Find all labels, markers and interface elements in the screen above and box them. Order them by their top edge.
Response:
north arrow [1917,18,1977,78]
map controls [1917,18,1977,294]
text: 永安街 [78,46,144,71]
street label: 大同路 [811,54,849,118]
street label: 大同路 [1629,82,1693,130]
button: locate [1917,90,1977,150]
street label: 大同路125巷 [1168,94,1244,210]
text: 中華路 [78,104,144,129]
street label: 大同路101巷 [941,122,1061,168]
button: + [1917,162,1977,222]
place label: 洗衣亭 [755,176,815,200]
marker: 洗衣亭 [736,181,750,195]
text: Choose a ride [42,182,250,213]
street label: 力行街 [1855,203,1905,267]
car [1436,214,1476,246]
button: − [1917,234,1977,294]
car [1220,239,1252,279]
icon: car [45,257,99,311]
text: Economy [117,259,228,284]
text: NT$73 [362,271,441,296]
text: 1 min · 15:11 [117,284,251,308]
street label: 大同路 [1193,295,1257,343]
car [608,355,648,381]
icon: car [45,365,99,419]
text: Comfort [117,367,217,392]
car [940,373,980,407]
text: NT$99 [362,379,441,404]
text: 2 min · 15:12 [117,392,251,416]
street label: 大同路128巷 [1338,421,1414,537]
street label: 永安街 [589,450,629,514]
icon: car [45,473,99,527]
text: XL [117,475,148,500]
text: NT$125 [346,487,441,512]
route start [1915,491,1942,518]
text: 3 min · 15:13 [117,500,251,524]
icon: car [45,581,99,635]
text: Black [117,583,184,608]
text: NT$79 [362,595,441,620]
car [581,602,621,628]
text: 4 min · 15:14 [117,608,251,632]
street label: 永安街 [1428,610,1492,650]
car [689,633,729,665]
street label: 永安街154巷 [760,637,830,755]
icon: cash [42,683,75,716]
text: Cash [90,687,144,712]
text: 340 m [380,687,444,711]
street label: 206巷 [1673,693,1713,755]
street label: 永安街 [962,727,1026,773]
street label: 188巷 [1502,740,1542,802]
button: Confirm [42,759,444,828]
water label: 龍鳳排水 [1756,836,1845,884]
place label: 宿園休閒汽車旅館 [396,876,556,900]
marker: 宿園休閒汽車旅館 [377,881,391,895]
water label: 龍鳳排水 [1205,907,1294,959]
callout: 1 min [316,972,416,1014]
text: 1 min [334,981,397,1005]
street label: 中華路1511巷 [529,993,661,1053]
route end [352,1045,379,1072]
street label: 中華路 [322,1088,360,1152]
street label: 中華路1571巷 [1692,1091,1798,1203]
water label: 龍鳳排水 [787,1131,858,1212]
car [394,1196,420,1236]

...

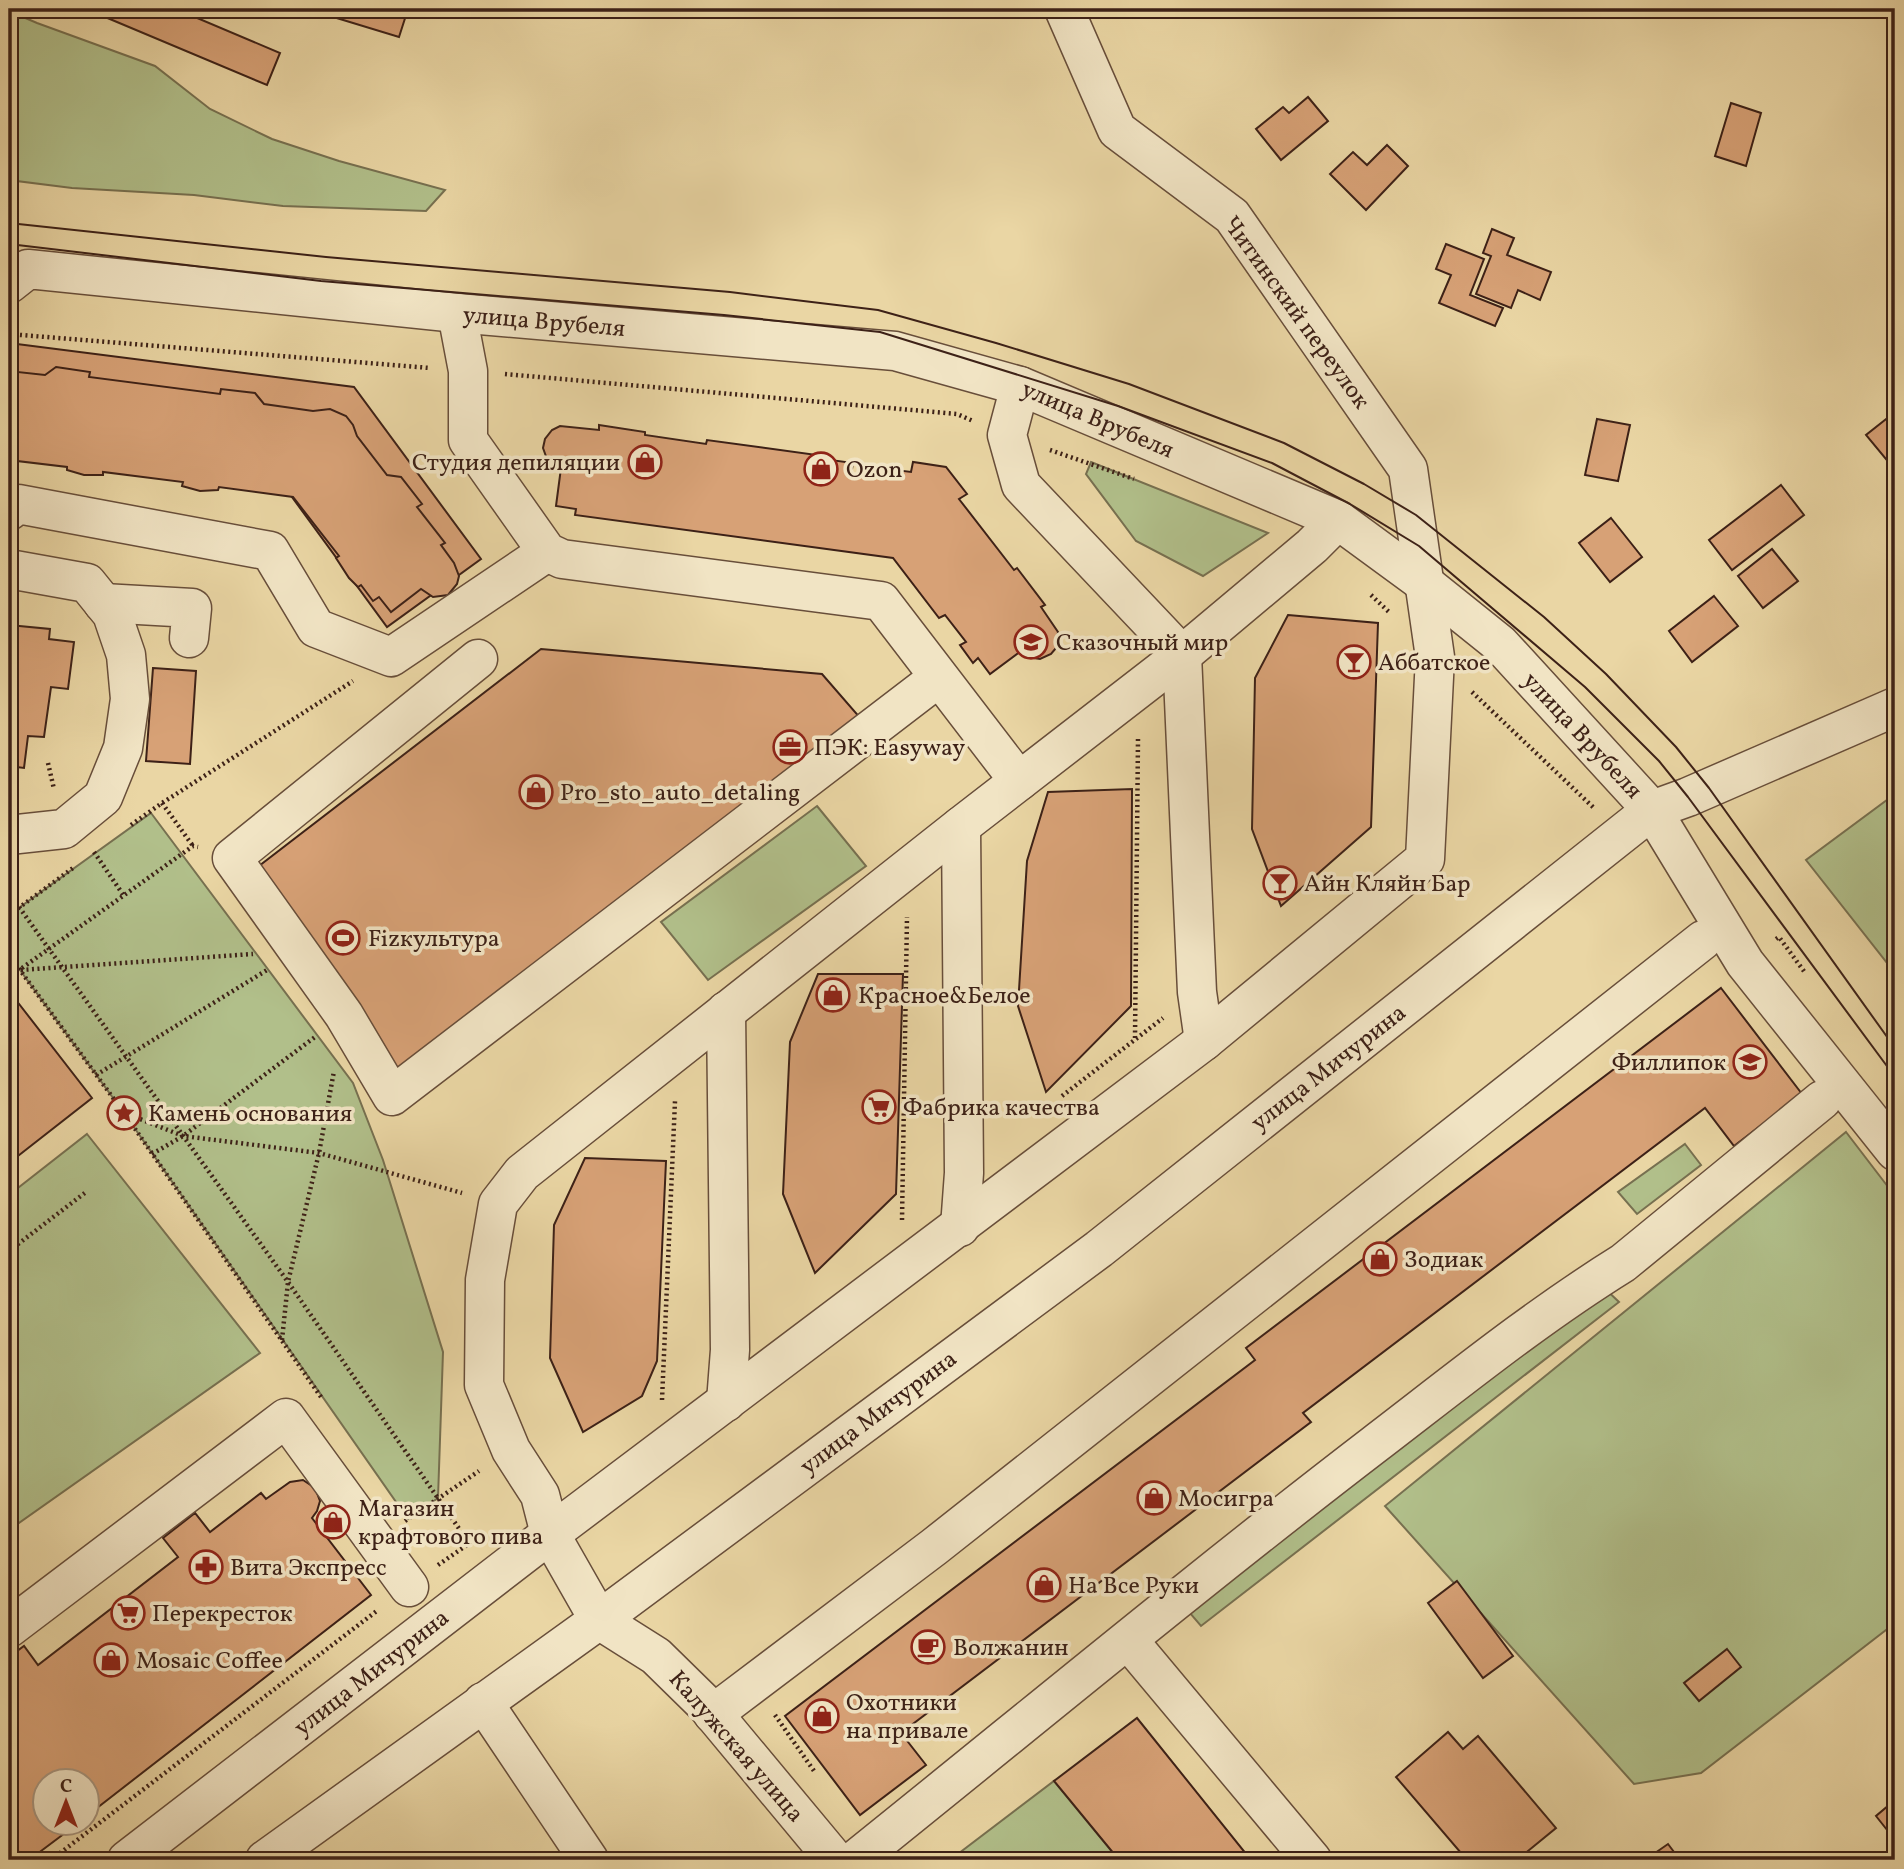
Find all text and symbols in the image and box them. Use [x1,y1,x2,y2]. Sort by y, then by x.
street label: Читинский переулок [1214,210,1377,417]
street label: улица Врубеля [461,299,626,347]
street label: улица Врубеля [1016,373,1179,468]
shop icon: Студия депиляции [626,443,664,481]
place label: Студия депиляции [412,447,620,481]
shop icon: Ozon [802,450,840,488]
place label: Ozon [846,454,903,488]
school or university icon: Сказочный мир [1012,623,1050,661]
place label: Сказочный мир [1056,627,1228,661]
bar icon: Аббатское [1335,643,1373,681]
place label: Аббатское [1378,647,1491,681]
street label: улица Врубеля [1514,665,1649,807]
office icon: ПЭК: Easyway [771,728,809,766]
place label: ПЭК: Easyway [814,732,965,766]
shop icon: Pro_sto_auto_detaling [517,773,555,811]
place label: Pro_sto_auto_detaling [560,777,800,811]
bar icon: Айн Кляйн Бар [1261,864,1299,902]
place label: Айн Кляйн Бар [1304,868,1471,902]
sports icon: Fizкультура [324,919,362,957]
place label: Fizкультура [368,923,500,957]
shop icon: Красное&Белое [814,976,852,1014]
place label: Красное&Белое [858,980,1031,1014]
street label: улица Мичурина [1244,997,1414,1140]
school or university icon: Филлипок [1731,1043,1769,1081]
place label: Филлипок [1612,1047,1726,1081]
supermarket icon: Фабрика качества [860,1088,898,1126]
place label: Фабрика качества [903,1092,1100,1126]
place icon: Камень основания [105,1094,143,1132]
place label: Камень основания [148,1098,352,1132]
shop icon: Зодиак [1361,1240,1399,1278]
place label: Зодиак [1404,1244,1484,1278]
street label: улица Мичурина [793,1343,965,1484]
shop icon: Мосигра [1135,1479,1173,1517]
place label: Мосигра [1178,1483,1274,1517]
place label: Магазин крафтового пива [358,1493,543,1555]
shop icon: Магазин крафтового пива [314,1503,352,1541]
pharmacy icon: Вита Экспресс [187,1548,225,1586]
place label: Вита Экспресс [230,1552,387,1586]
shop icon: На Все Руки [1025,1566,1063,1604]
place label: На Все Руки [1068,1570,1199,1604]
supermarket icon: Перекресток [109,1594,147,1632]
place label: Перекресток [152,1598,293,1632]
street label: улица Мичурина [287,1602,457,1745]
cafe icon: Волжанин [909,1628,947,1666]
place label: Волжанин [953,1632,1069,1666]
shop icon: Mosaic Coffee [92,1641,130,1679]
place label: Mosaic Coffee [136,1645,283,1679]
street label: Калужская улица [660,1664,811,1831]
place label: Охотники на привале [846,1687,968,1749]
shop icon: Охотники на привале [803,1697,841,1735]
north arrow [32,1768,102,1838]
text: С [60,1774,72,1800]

Work instructions → From the records above, pull out each line that has "宿園休閒汽車旅館".

Solution to this problem →
place label: 宿園休閒汽車旅館 [396,876,556,900]
marker: 宿園休閒汽車旅館 [377,881,391,895]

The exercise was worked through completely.